(Task input Opens)

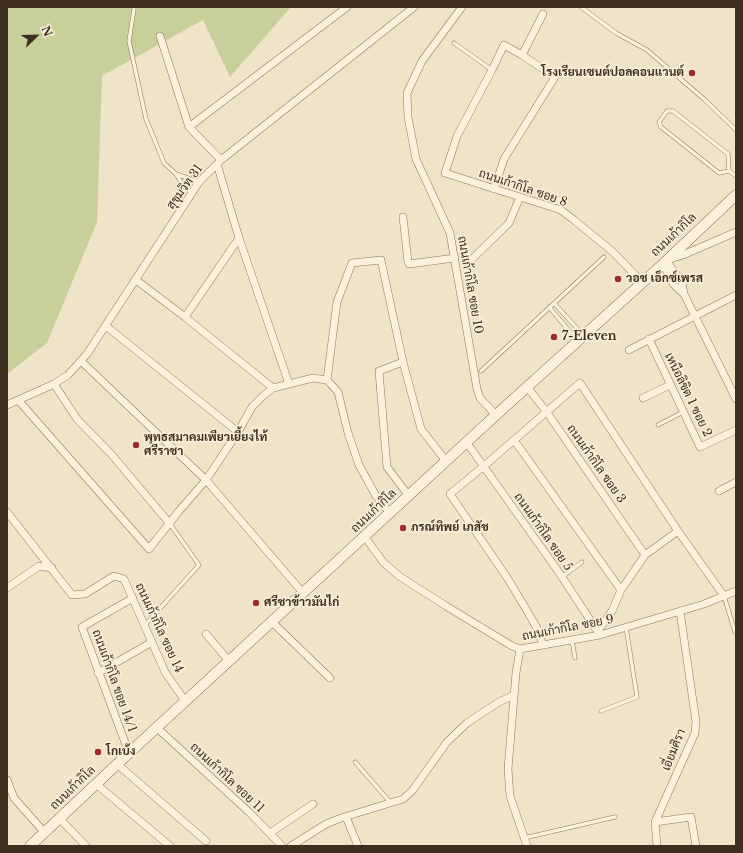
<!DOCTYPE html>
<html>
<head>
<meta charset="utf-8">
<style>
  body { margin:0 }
  #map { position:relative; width:743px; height:853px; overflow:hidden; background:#f0e4c8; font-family:"Libre Baskerville",serif }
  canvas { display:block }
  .frame { position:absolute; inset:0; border:8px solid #3d2e20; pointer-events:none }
  .north { position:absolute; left:16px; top:16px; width:40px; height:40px; -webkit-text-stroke:3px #f7eed8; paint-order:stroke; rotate:67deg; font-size:11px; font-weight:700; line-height:16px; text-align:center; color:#3d2e20 }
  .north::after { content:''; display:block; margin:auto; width:14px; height:18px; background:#3d2e20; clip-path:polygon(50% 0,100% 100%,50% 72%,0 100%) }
</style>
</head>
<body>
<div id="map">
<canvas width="743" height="853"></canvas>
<div class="frame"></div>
<div class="north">N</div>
</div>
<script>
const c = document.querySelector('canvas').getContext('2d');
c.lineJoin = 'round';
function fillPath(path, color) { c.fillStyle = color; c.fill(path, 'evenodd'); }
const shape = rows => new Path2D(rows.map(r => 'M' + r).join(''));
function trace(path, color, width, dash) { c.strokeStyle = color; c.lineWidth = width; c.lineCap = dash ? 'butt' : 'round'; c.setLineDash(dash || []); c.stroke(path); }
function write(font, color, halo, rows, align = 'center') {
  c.font = font + ' "Libre Baskerville",Sarabun,serif'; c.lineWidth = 3.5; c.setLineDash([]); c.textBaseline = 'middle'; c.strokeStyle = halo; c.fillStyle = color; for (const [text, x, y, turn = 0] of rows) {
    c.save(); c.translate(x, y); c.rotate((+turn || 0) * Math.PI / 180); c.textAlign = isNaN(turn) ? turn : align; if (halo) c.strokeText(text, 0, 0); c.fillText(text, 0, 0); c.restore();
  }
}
fillPath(shape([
  [7,7,291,7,230,77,203,20,102,76,97,222,47,343,7,374]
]), '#c9cf9b');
const service = shape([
  [581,7,616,33,647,50,705,100,736,130],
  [134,9,129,41,146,119,164,163,176,174,199,182],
  [454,43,492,70],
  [667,111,673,111,728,154,729,171,719,173,661,127,659,122,667,111],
  [729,171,736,176],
  [176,174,183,185,192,193],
  [554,303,583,335],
  [549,307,577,340],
  [481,371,604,257],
  [658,425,683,412],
  [562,577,582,562],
  [724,596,735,632],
  [145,625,199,565,170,524],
  [572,640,575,658],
  [601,711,637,697,626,627],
  [355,762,390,802],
  [524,838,615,817]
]);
const minor = shape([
  [462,7,422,61,407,93,408,117,416,159,450,233,477,389,480,398,496,415],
  [160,36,189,127,221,160],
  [522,55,543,14],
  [189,127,347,7],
  [217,164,239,238,289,384],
  [494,189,504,159,555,77,522,55,504,45,492,70,457,136,445,173,561,210,574,220,613,252,642,282],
  [403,217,408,262,409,264,455,258],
  [736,232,683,255,666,260,682,282,684,294,736,399],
  [470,261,509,223,520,197],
  [663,264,674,285,684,294],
  [136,280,185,317,273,388,313,378,327,380,338,392,348,433,359,465,376,496,390,513],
  [185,317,239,238],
  [106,326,238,432],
  [649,339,700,447,736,430],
  [629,350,736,295],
  [81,361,206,480,303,593],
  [403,362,379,371,387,467,409,496],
  [327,380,337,302,352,263,381,260,403,362,421,429,446,461],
  [54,384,77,419,112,455,170,524],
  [527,387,546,411,645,555],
  [643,398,670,385],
  [18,400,149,549,179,511,206,480,238,432,252,407,263,396,273,388],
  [7,405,54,384,68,375,87,354,199,182,221,160,414,7],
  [514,440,621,590],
  [467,443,558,571,600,635],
  [719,491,736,482],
  [7,512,72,595,85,594,114,576,124,579,165,672,185,701],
  [365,537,383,562,399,576,446,606,512,646,520,649,600,635,704,604,736,591],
  [7,588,39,566,52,568],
  [272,622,330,678],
  [598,631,612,611,621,590,645,555,678,531],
  [206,634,229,661],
  [543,645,538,630,526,609,508,579,450,494,484,466,580,383,678,531,724,596],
  [520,649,516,673,508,769,510,796,527,846],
  [98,673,152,642],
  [156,727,249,812,282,846],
  [129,753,82,627,133,598],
  [117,764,206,841],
  [7,780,14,798,45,833],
  [96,784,170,846],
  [346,817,358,846],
  [60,819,86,846],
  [655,822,691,817,696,846],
  [270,833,313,804],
  [291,846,326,824,341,818,403,799,412,791,447,742,467,723,499,702,514,695],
  [657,846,655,822,695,733,696,722,680,611]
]);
const secondary = shape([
  [30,846,129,753,496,415,663,264,736,195]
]);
trace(service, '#8d765c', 4.5);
trace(minor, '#8d765c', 8);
trace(secondary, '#6f573f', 11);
trace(service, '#faf1dc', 3.5);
trace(minor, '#faf1dc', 7);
trace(secondary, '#faf1dc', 10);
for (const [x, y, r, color] of [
  [692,73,4,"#9e2a2b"],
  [618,279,4,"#9e2a2b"],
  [554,337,4,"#9e2a2b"],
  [136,445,4,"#9e2a2b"],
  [403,528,4,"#9e2a2b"],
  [256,603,4,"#9e2a2b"],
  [98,752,4,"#9e2a2b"]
]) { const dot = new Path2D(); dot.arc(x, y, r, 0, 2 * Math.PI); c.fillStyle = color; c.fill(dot); trace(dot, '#f7eed8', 1.5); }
write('bold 12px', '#3d2e20', '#f7eed8', [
  ["โรงเรียนเซนต์ปอลคอนแวนต์",684,73,"right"],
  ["วอช เอ็กซ์เพรส",626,279],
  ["7-Eleven",562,337],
  ["พุทธสมาคมเพียวเยี้ยงไท้",144,438],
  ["ศรีราชา",144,452],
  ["ภรณ์ทิพย์ เภสัช",411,528],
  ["ศรีชาข้าวมันไก่",264,603],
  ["โกเบ้ง",106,752]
], 'left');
write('12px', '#3d2e20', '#f7eed8', [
  ["สุขุมวิท 31",185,187,-54],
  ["ถนนเก้ากิโล ซอย 8",523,188,19],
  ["ถนนเก้ากิโล",674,235,-43],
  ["ถนนเก้ากิโล ซอย 10",470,285,80],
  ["เหนือลิขิต 1 ซอย 2",688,395,64],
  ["ถนนเก้ากิโล ซอย 3",596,464,55],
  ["ถนนเก้ากิโล",374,511,-43],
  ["ถนนเก้ากิโล ซอย 5",543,532,55],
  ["ถนนเก้ากิโล ซอย 14",159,628,65],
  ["ถนนเก้ากิโล ซอย 9",568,628,-11],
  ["ถนนเก้ากิโล ขอย 14/1",114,681,70],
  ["เอี่ยมศิรา",674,750,-68],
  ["ถนนเก้ากิโล ซอย 11",227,778,43],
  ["ถนนเก้ากิโล",73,788,-44]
]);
</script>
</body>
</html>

(Task input Closes)

== The problem ==
Search the records above for the string "lineWidth". Copy every line that contains it.

== Exercise answer ==
function trace(path, color, width, dash) { c.strokeStyle = color; c.lineWidth = width; c.lineCap = dash ? 'butt' : 'round'; c.setLineDash(dash || []); c.stroke(path); }
  c.font = font + ' "Libre Baskerville",Sarabun,serif'; c.lineWidth = 3.5; c.setLineDash([]); c.textBaseline = 'middle'; c.strokeStyle = halo; c.fillStyle = color; for (const [text, x, y, turn = 0] of rows) {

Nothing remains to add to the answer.